Rats administered 28-HC (100µg/150 gm bwt) through oral gavage for 15 d (table 1) showed increased RBCs and Hb level in treated diabetic group compared to diabetic control group significantly (p<0.05). RBCs count increased 5.6% in the treated diabetic group and 2% in normal treated group. Hb level increased 5.66% in the treated diabetic group compared to the untreated diabetic group. On the other hand total WBCs count noted decreased by 33.33% in normal 28-HC treated rat compared to normal control. In addition, normal 28-HC treated rat platelets count decreased significantly compared to control (P<0.05).

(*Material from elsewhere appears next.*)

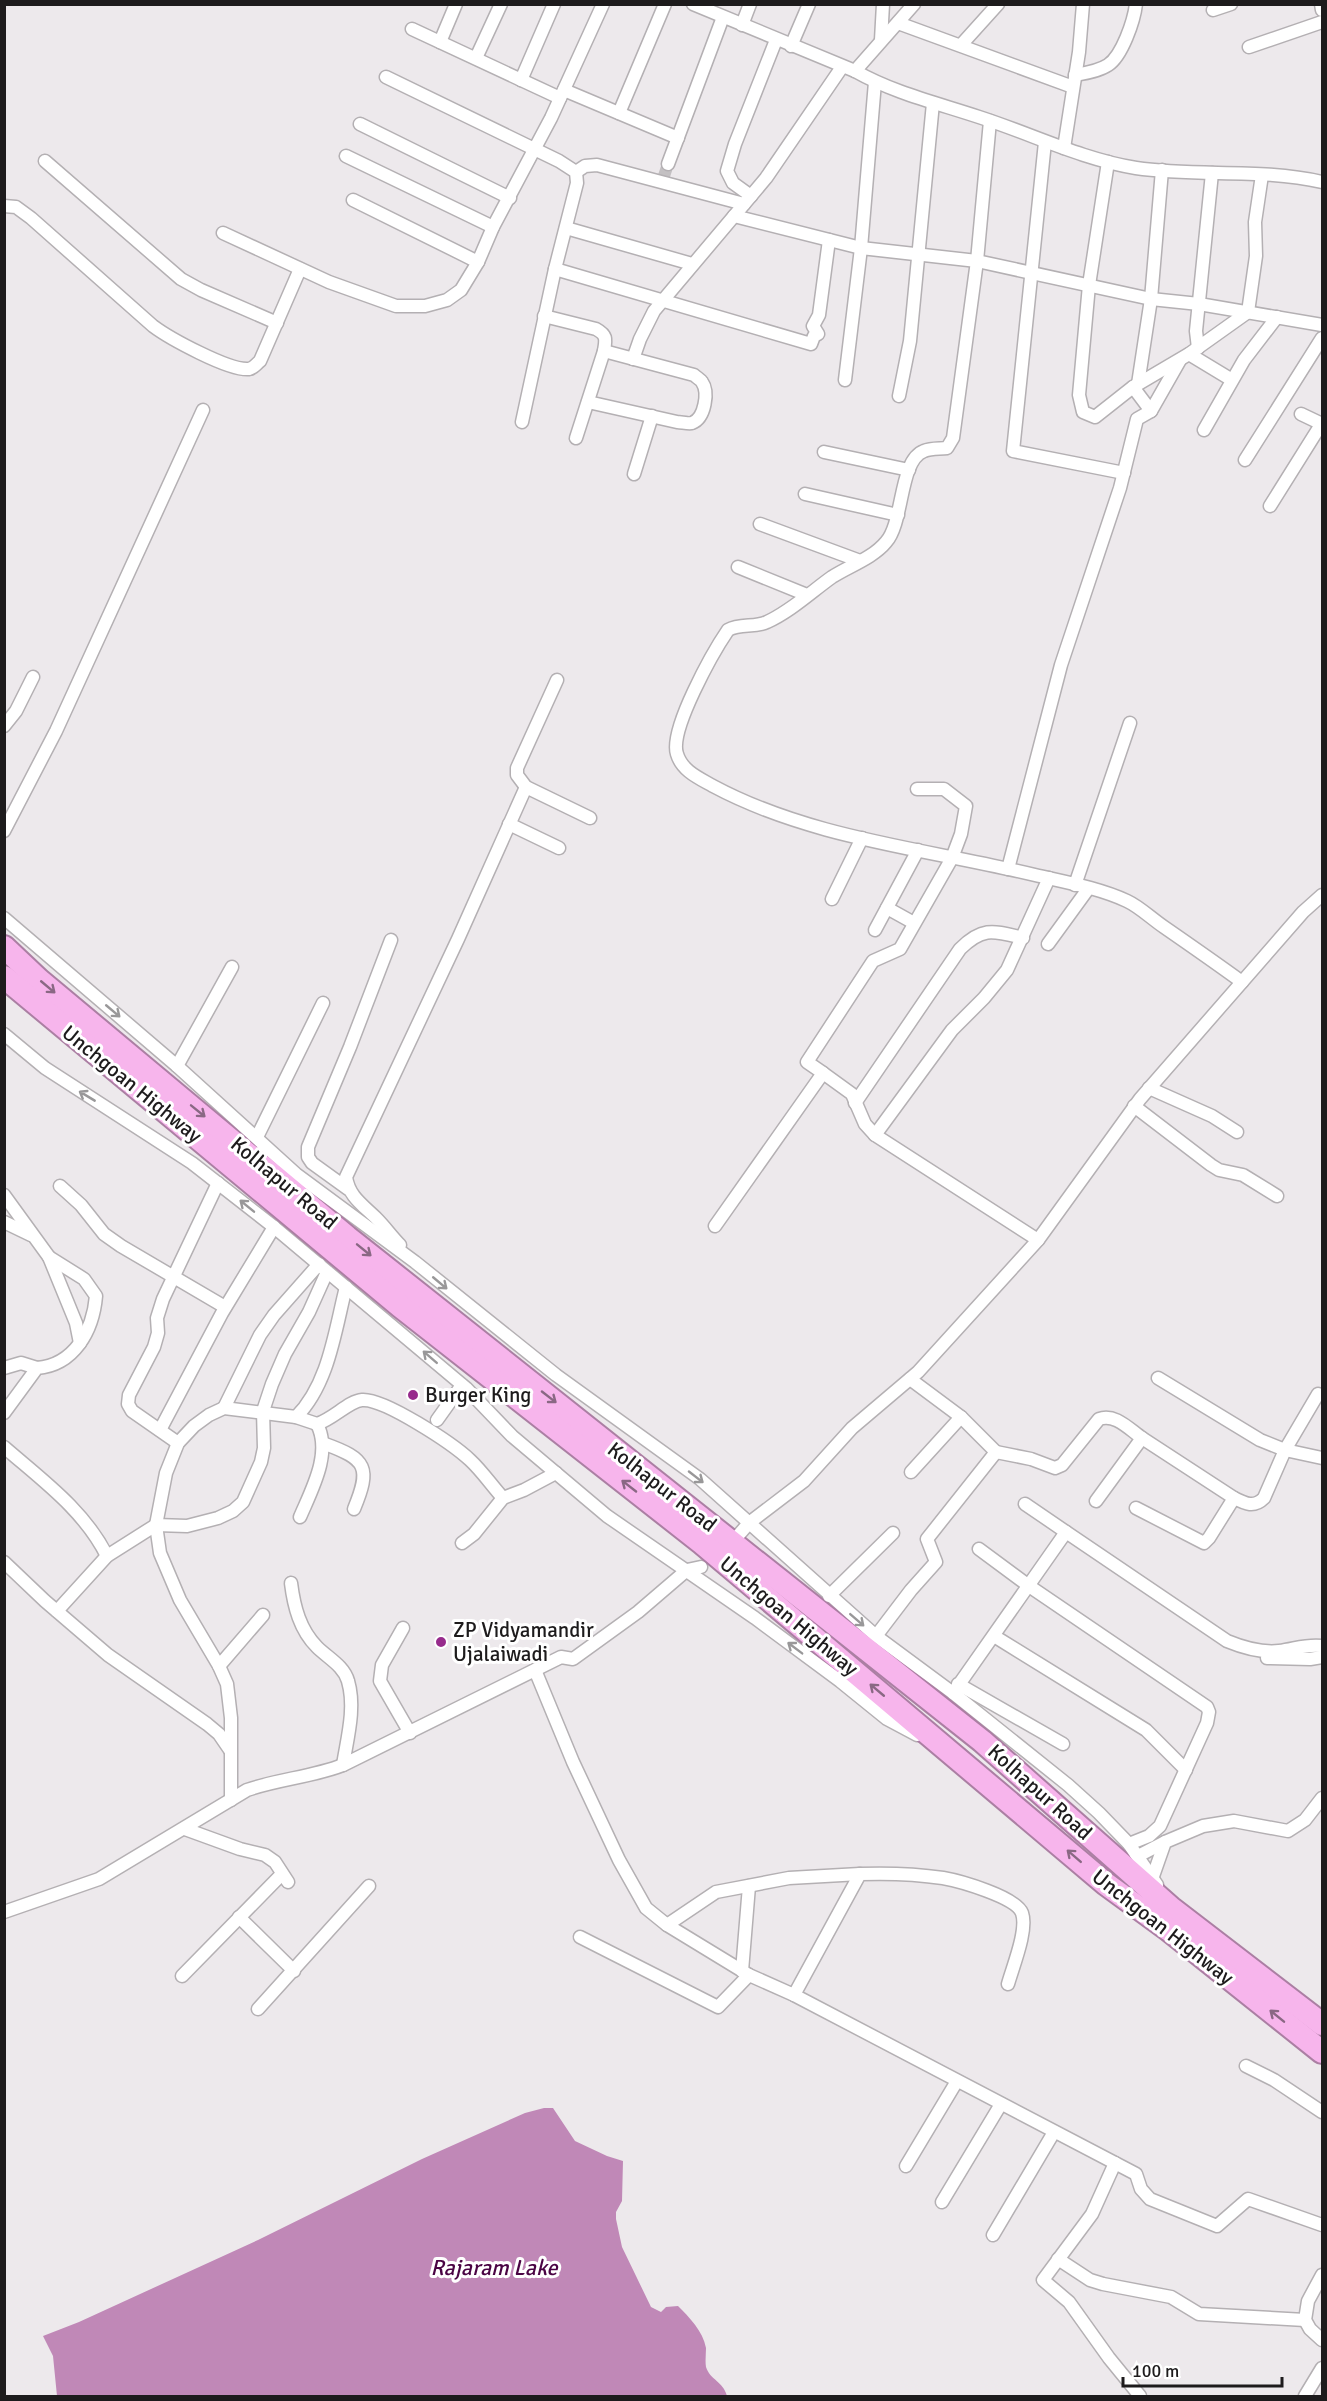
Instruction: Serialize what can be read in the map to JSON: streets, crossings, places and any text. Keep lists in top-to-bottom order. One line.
{"streets":{"highway":["Unchgoan Highway","Kolhapur Road"]},"one_way":["Unchgoan Highway","Kolhapur Road"],"water":["Rajaram Lake"],"places":["Burger King","ZP Vidyamandir Ujalaiwadi"],"scale_bar":"100 m"}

Table 1: Effect of 28-homocastasterone on blood cells count

Groups RBC 10 x 6/µl Hb g/l TWBC 10x3/µl Platelets 10x3/µl
Control 7.83±1.02 15.90±0.08 09.40±0.42 266±14
Control+28-HC 7.86±0.95 16.80±0.62 11.50±0.86 179±9
Diabetic 6.42±0.84 12.60±0.73 03.50±0.26 444±12
Diabetic+28-HC 6.78±0.72* 14.90±0.85* 04.90±0.37* 334±16*

Values are expressed±SD. Group n=6. Group Indicates statistical significance against normal control (p<0.05). *Indicates statistical significance against diabetic control (p<0.05).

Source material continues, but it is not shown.